You’re saying that Epicurus gives us an explanation for why we don’t fear death: why should we fear death when we won’t even be there to experience it?
But then Paul give us an alternative explanation: Why should we fear death when, if we live our lives right (i.e. through Christ), death will only be the begin of eternal life in Heaven?
The former says there will be no pain in death, whereas the latter does the former one better: not only will there be no pain, but eternal bliss.
If I have this right, might I ask what your point is, Felix? Are you saying that because Paul’s argument is based on the supernatural (which is unlikely in our modern age), we should fall back on an Epicurean solace in our dealings with death?
I don’t think Epicurus is referring only to pain, but rather to consciousness. And, I don’t think Paul is referring to living right per se. He looks at that primarily as an outworking of the Spirit. They are two approaches to the same problem: the fact of death. Yes, the Epicurus proposition mainly eliminates the negative whereas, the Paulean offers a positive. But, I would argue, Epicurus’ proposition is better supported.
If this idea works for someone, then it works for someone. For me it would be no solace. Or, I suppose, a slight solace, but a very, very partial one.
IN any case something is eternal.
Or the natural that cannot be proven by science at this time. And for those who do not Believe, may or may not be the case. I don’t Think the term supernatural is very useful.
If you are purely a modern, not very likely. If you do not accept some of the modern Western paradigms as either complete or correct, then you are more likely to have experiences that do not fit with those paradigms. Or if you had experiences Before being trained to Think they were impossible. Or if you grew up and were given a complicated, perhaps contradictory set of beliefs from a number of sources - to some degree this is inevitable - and had a set of experiences that made you skeptical about the dominant modern western paradigms to some degree. Or if you were curious, felt longing, or from some other motivation explored one of the various religious or spiritual traditions - engaged in their practices which are designed to lead to experience like Paul’s - this also could lead to the experience. But lacking those experiences the only option is faith or trusting an authority. Some manage that, many, likely most - not brought up in a religious or indigenous tradition - understandibly cannot.

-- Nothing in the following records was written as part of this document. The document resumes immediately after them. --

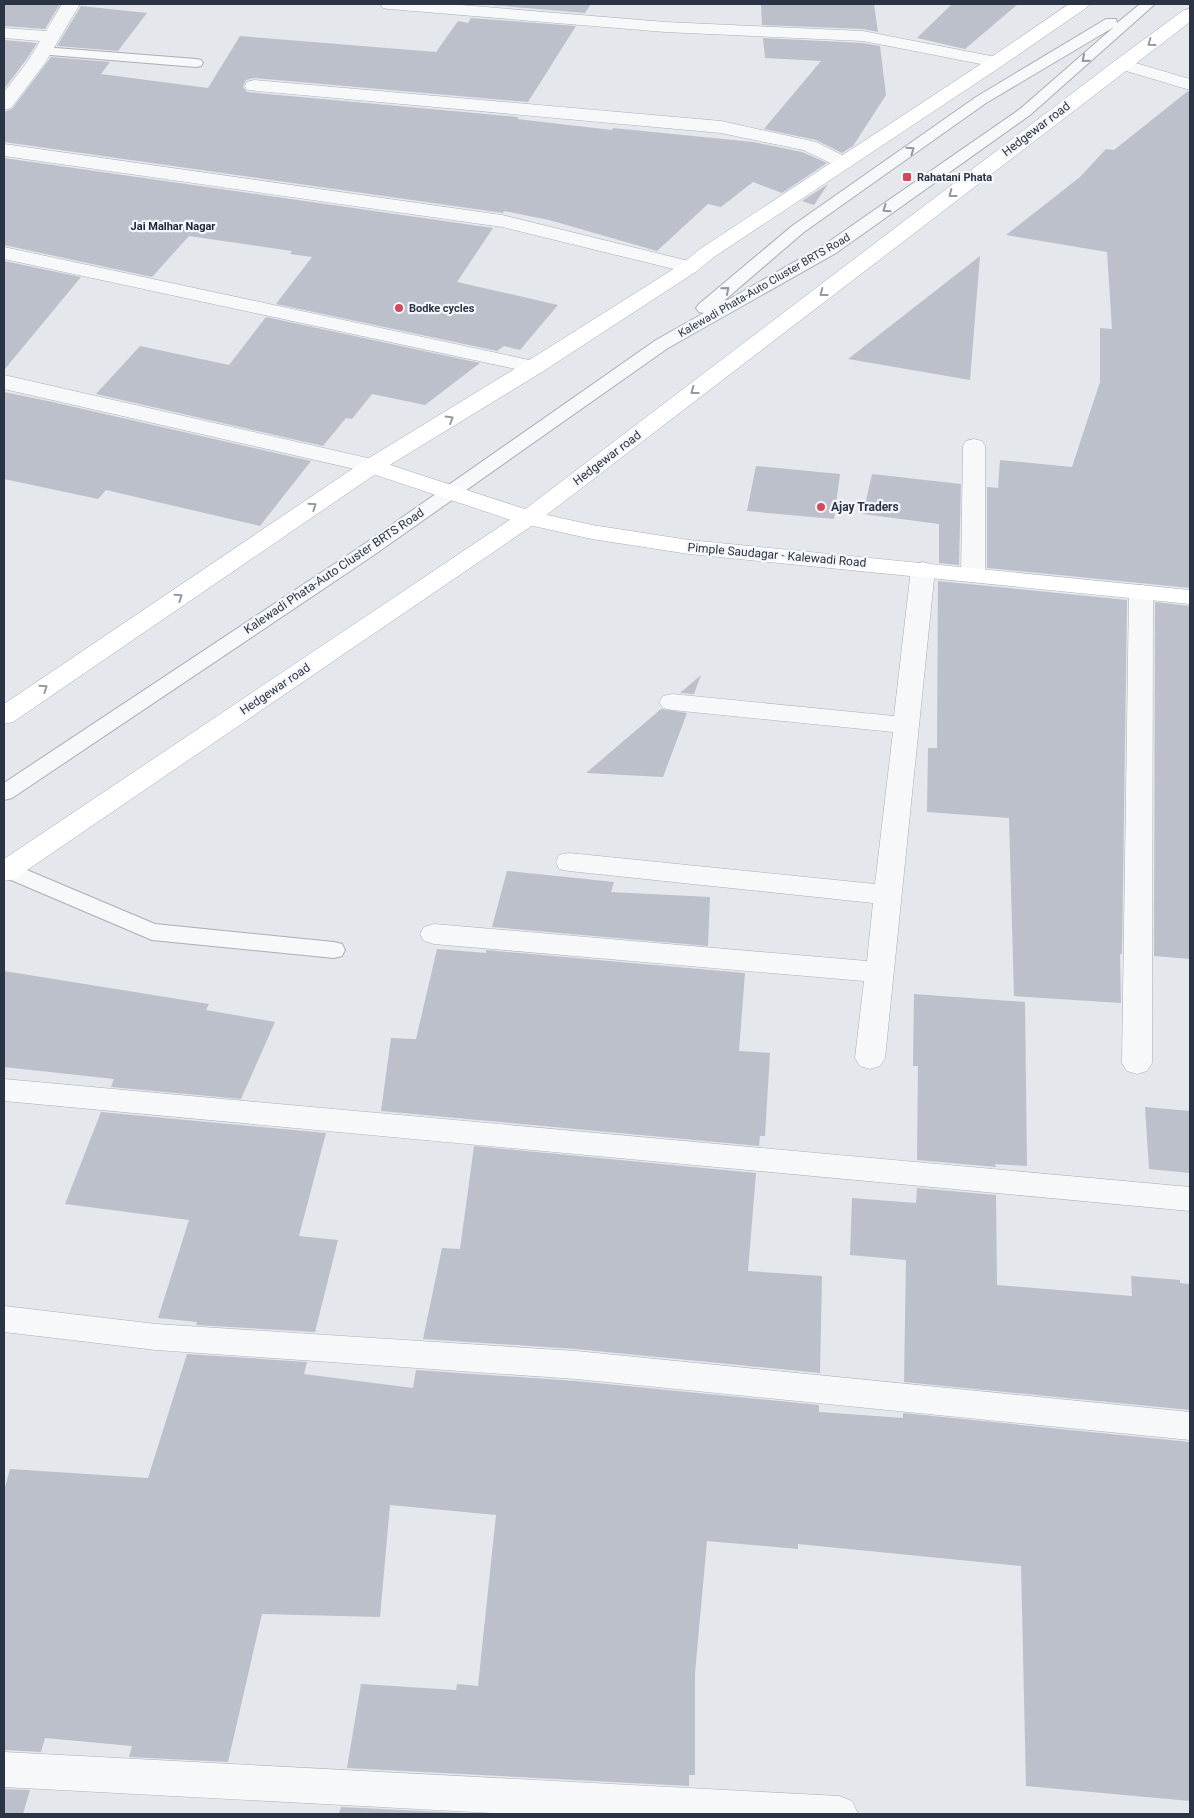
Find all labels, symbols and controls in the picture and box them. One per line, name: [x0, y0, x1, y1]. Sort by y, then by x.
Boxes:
one-way arrow: [1148, 37, 1157, 45]
one-way arrow: [1082, 53, 1091, 62]
street label: Hedgewar road: [999, 99, 1073, 159]
one-way arrow: [905, 147, 914, 156]
marker: Rahatani Phata: [901, 171, 913, 183]
place label: Rahatani Phata: [917, 171, 992, 184]
one-way arrow: [948, 188, 958, 197]
one-way arrow: [882, 203, 892, 212]
district label: Jai Malhar Nagar: [131, 220, 215, 233]
street label: Kalewadi Phata-Auto Cluster BRTS Road: [676, 231, 852, 340]
one-way arrow: [720, 287, 729, 296]
one-way arrow: [820, 287, 829, 295]
marker: Bodke cycles: [393, 302, 405, 314]
place label: Bodke cycles: [409, 302, 475, 315]
one-way arrow: [691, 386, 700, 394]
one-way arrow: [445, 415, 454, 425]
street label: Hedgewar road: [570, 428, 644, 488]
place label: Ajay Traders: [831, 500, 899, 514]
marker: Ajay Traders: [815, 501, 827, 513]
one-way arrow: [307, 503, 317, 512]
street label: Kalewadi Phata-Auto Cluster BRTS Road: [241, 505, 427, 637]
street label: Pimple Saudagar - Kalewadi Road: [687, 540, 867, 570]
one-way arrow: [173, 594, 182, 603]
street label: Hedgewar road: [237, 660, 313, 718]
one-way arrow: [39, 685, 48, 695]

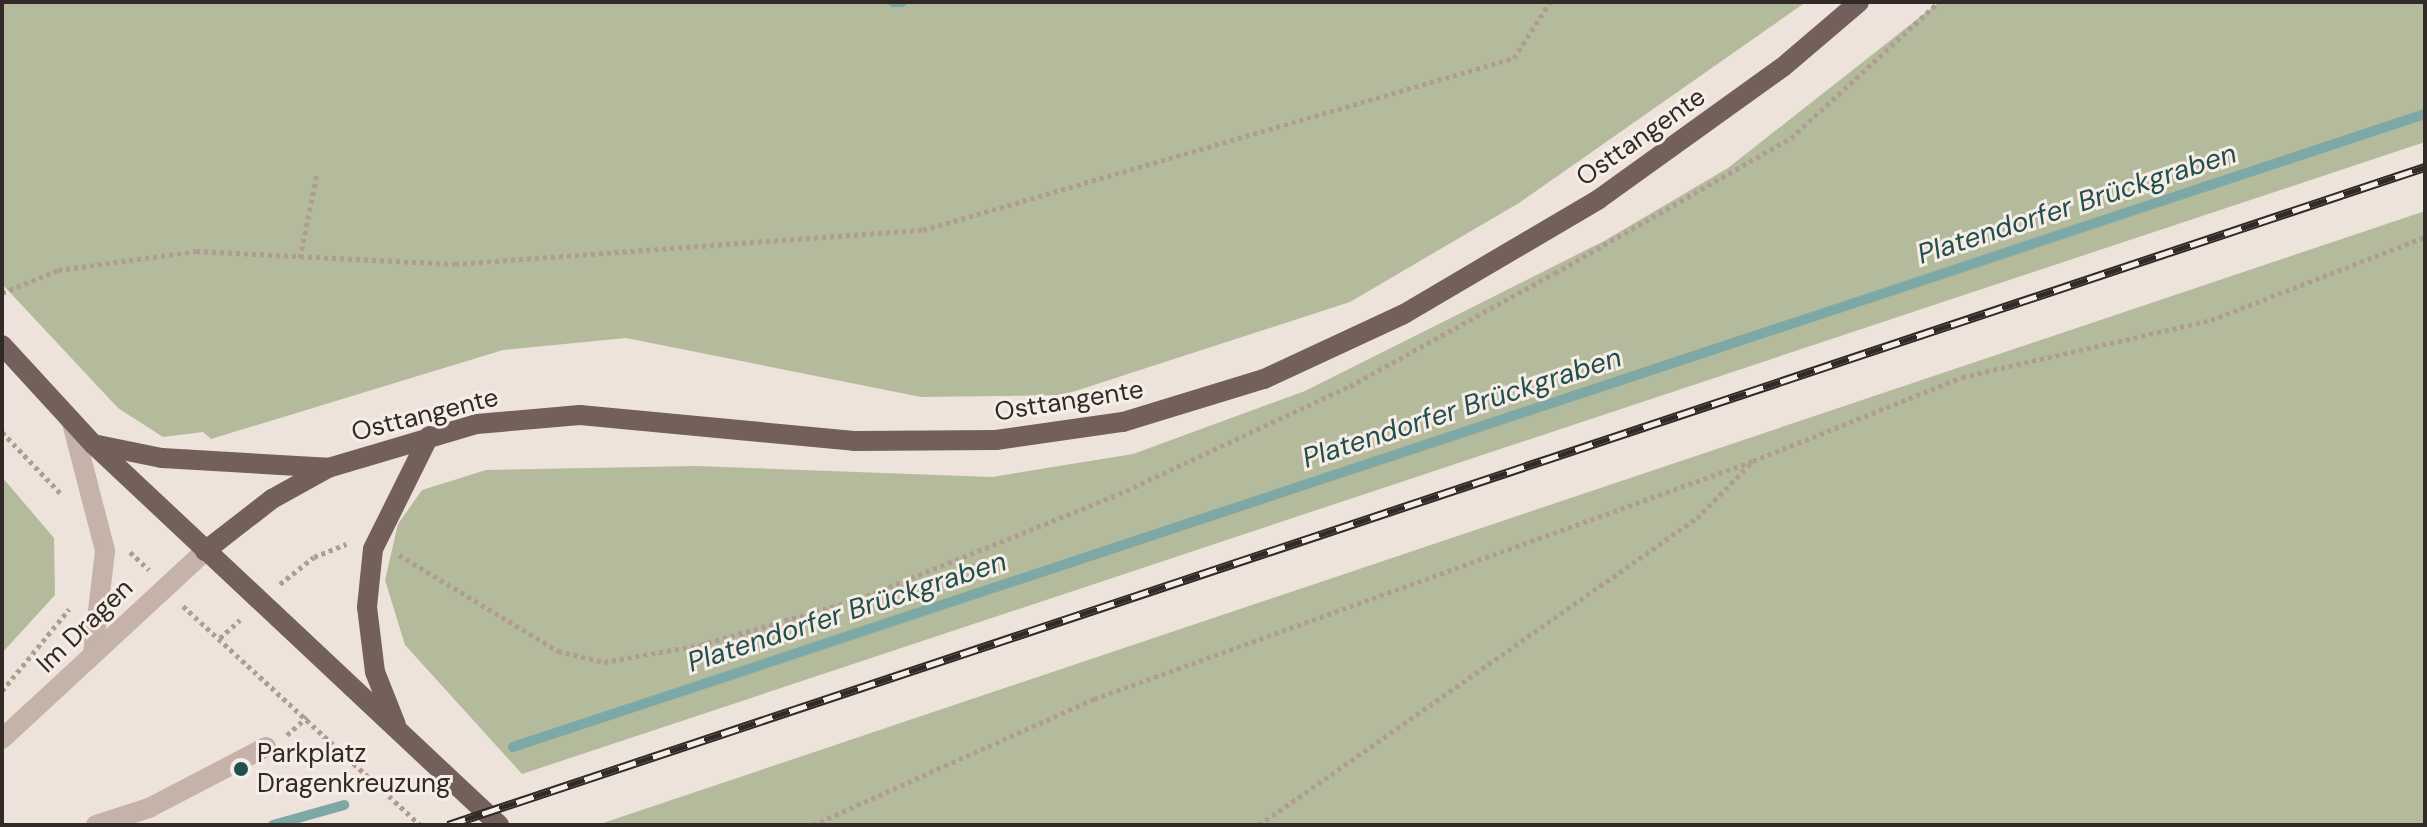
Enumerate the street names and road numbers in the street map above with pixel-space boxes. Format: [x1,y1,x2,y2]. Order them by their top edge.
street label: Osttangente [1570,81,1712,193]
street label: Osttangente [992,374,1146,428]
street label: Osttangente [348,382,502,448]
street label: Im Dragen [30,573,140,679]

In a very general way I Think both trying to read Paul and trust what he says and trying to read Epicurus and convincing yourself that it is LOGICAL not to be afraid are problematic. It seems to work for some people. I mean basically Epicurus is saying if someone is pointing a gun at your face, you very Little to worry about. If he shoots, you will never experience anything bad or Death. If he is pointing the gun at your thigh, that’s a good time to worry.
My mind does nto work like this. I have plans for tomorrow.

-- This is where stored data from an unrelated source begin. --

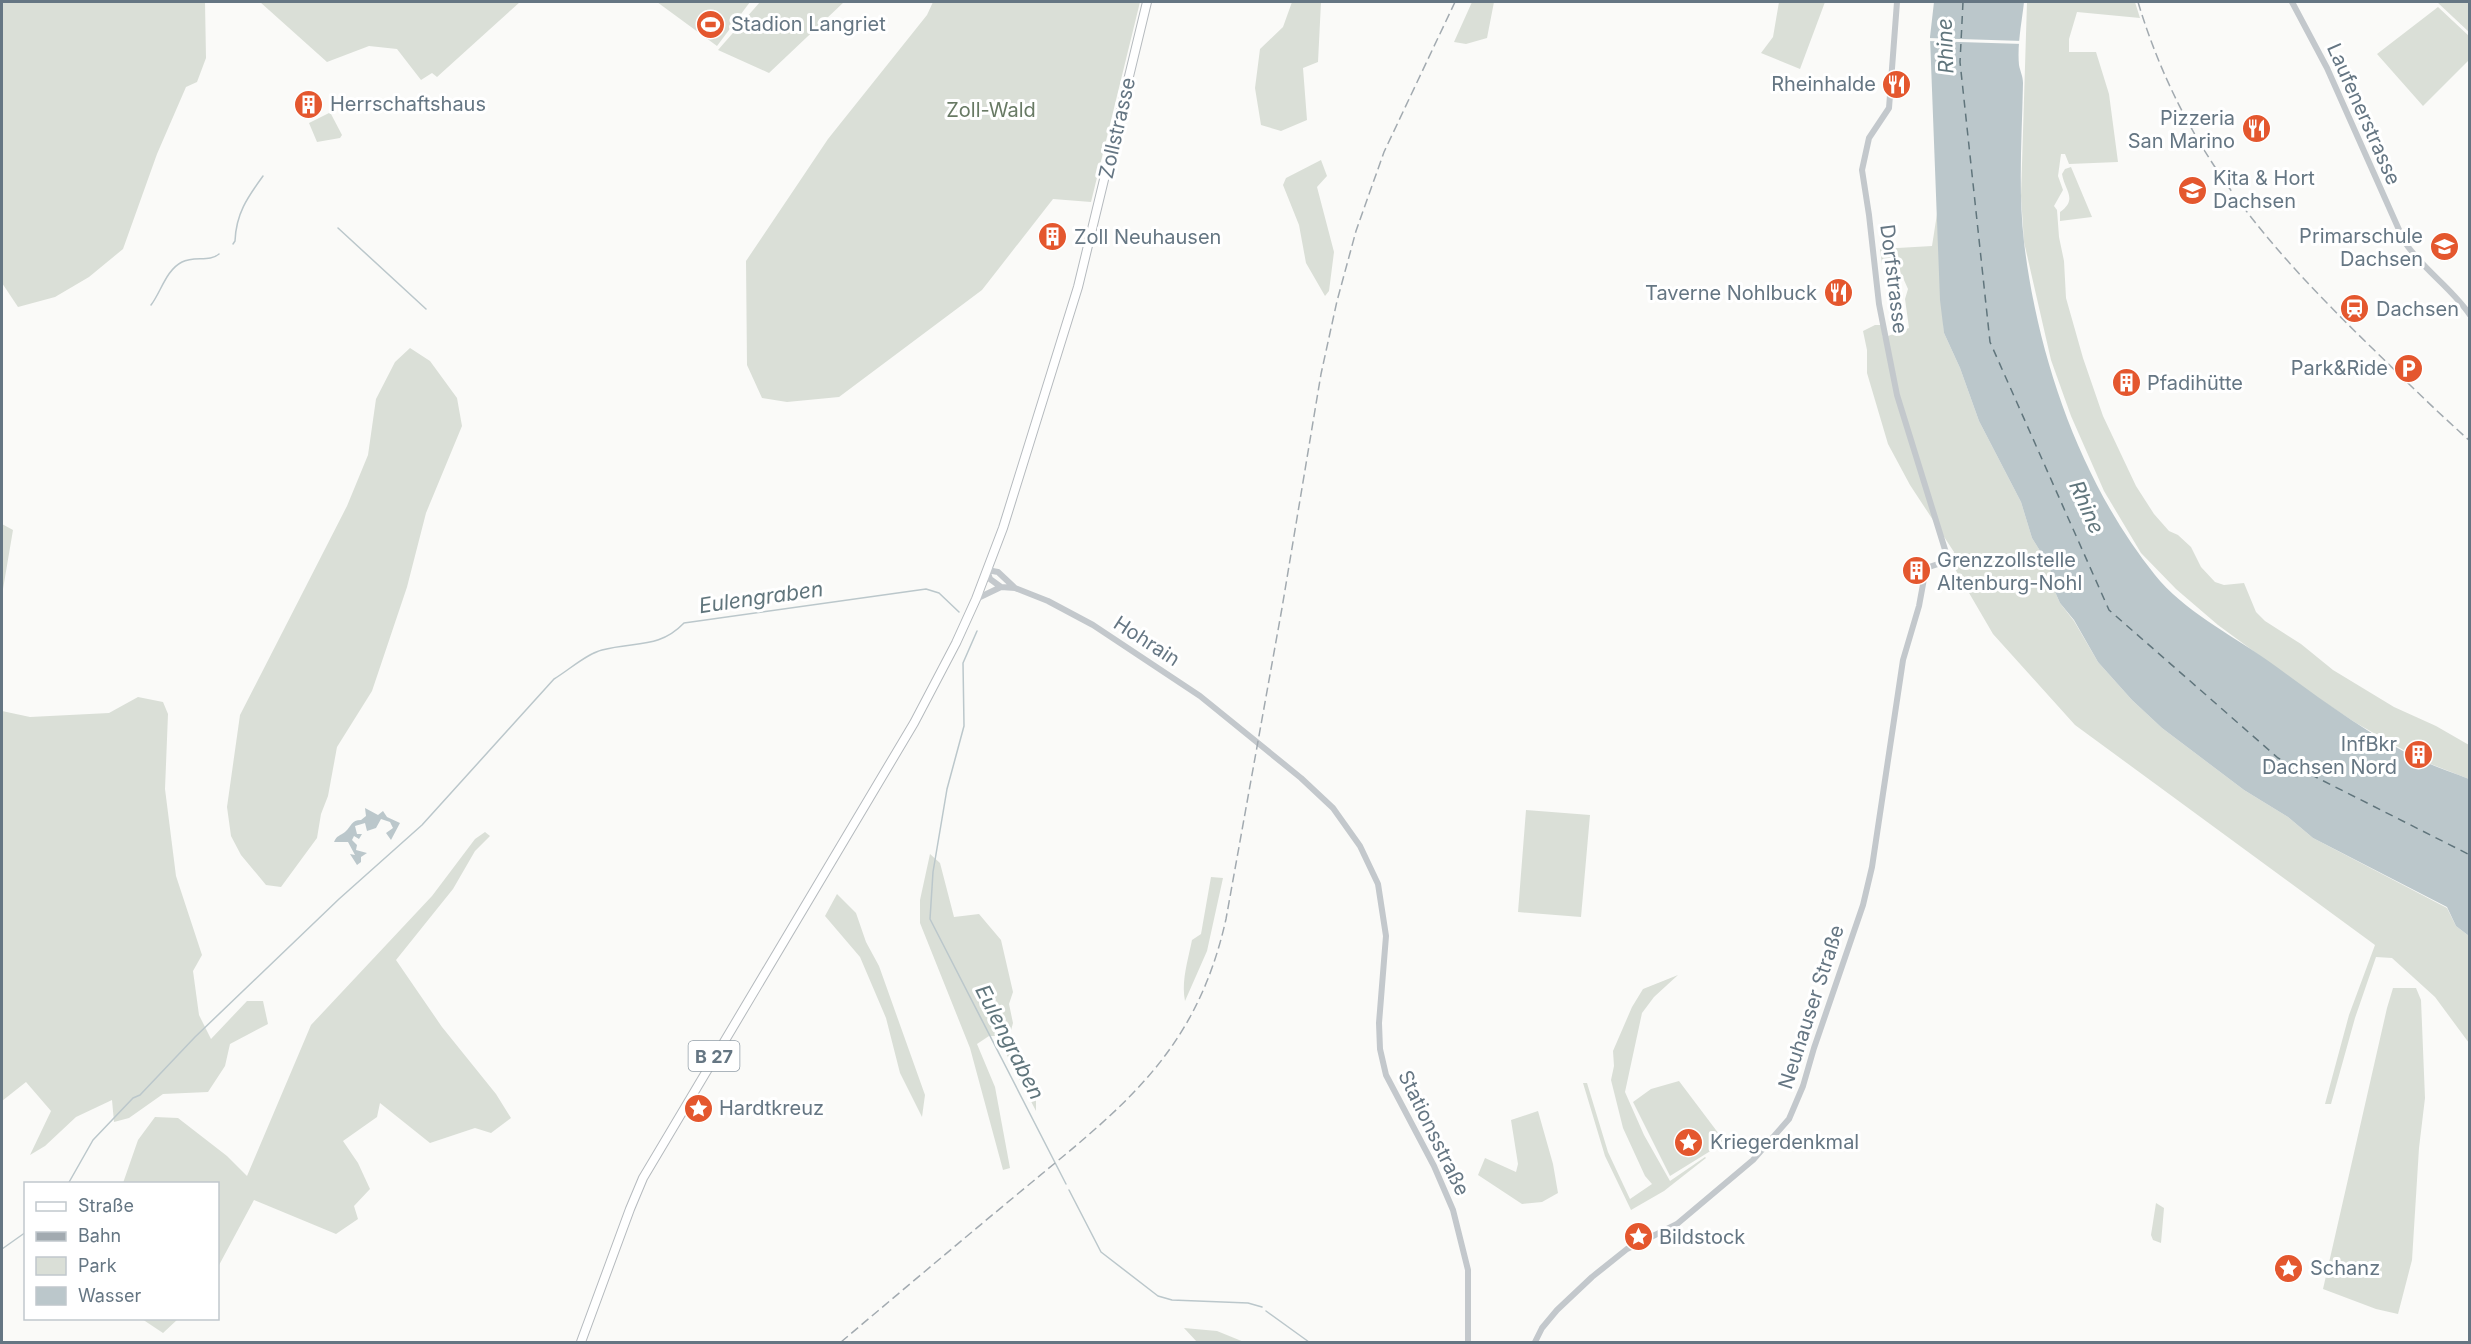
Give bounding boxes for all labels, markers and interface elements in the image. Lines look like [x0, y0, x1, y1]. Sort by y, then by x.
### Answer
sports icon: Stadion Langriet [694, 8, 726, 40]
place label: Stadion Langriet [731, 12, 886, 36]
water label: Rhine [1932, 18, 1958, 74]
street label: Laufenerstrasse [2322, 39, 2406, 189]
restaurant icon: Rheinhalde [1881, 68, 1913, 100]
place label: Rheinhalde [1771, 72, 1876, 96]
street label: Zollstrasse [1094, 75, 1140, 181]
building icon: Herrschaftshaus [293, 88, 325, 120]
place label: Herrschaftshaus [330, 92, 486, 116]
park label: Zoll-Wald [946, 98, 1036, 122]
place label: Pizzeria San Marino [2128, 106, 2235, 153]
restaurant icon: Pizzeria San Marino [2240, 113, 2272, 145]
place label: Kita & Hort Dachsen [2213, 166, 2315, 213]
school or university icon: Kita & Hort Dachsen [2176, 174, 2208, 206]
building icon: Zoll Neuhausen [1037, 221, 1069, 253]
street label: Dorfstrasse [1875, 223, 1913, 335]
place label: Primarschule Dachsen [2299, 224, 2423, 271]
place label: Zoll Neuhausen [1074, 225, 1221, 249]
school or university icon: Primarschule Dachsen [2428, 231, 2460, 263]
restaurant icon: Taverne Nohlbuck [1822, 277, 1854, 309]
place label: Taverne Nohlbuck [1645, 281, 1817, 305]
station icon: Dachsen [2339, 293, 2371, 325]
place label: Dachsen [2376, 297, 2459, 321]
parking icon: Park&Ride [2393, 352, 2425, 384]
place label: Park&Ride [2291, 356, 2388, 380]
building icon: Pfadihütte [2110, 367, 2142, 399]
place label: Pfadihütte [2147, 371, 2243, 395]
water label: Rhine [2064, 477, 2110, 537]
place label: Grenzzollstelle Altenburg-Nohl [1937, 548, 2082, 595]
building icon: Grenzzollstelle Altenburg-Nohl [1900, 555, 1932, 587]
water label: Eulengraben [697, 576, 825, 618]
street label: Hohrain [1109, 611, 1185, 671]
place label: InfBkr Dachsen Nord [2262, 732, 2397, 779]
building icon: InfBkr Dachsen Nord [2402, 739, 2434, 771]
street label: Neuhauser Straße [1773, 922, 1849, 1092]
water label: Eulengraben [970, 980, 1050, 1104]
road number: B 27 [688, 1041, 740, 1071]
street label: Stationsstraße [1393, 1066, 1475, 1200]
place icon: Hardtkreuz [682, 1092, 714, 1124]
place label: Hardtkreuz [719, 1096, 824, 1120]
place icon: Kriegerdenkmal [1673, 1126, 1705, 1158]
place label: Kriegerdenkmal [1710, 1130, 1859, 1154]
legend [24, 1182, 219, 1320]
text: Straße [78, 1195, 134, 1216]
place icon: Bildstock [1622, 1221, 1654, 1253]
text: Bahn [78, 1225, 121, 1246]
place label: Bildstock [1659, 1225, 1745, 1249]
place icon: Schanz [2273, 1252, 2305, 1284]
text: Park [78, 1255, 117, 1276]
place label: Schanz [2310, 1256, 2380, 1280]
text: Wasser [78, 1285, 141, 1306]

I see. So the fear of death in both the Epicurean view and that of the Paulean is not based on some negative (i.e. painful) experience that will come upon us, but in losing consciousness (losing ourselves?). Under that light, Epicurus says that this is nonsense: why fear your own non-existence when you can’t even be there to experience it? Whereas Paul says that there is nothing to fear in the first place since your non-existence will never occur (but then, the fear of pain and suffering in Hell for all eternity does become a real possibility, and so one must grapple with that–hence living right does become a real concern).
But have I got this right? That the Epicurean view is preferable in your view because it doesn’t depend on the supernatural, whereas the Paulean view does?
(BTW, the fact that the Epicurean view removes the negative whereas the Paulean view adds a positive in addition was just an aside that I happen to observe–not really relevant).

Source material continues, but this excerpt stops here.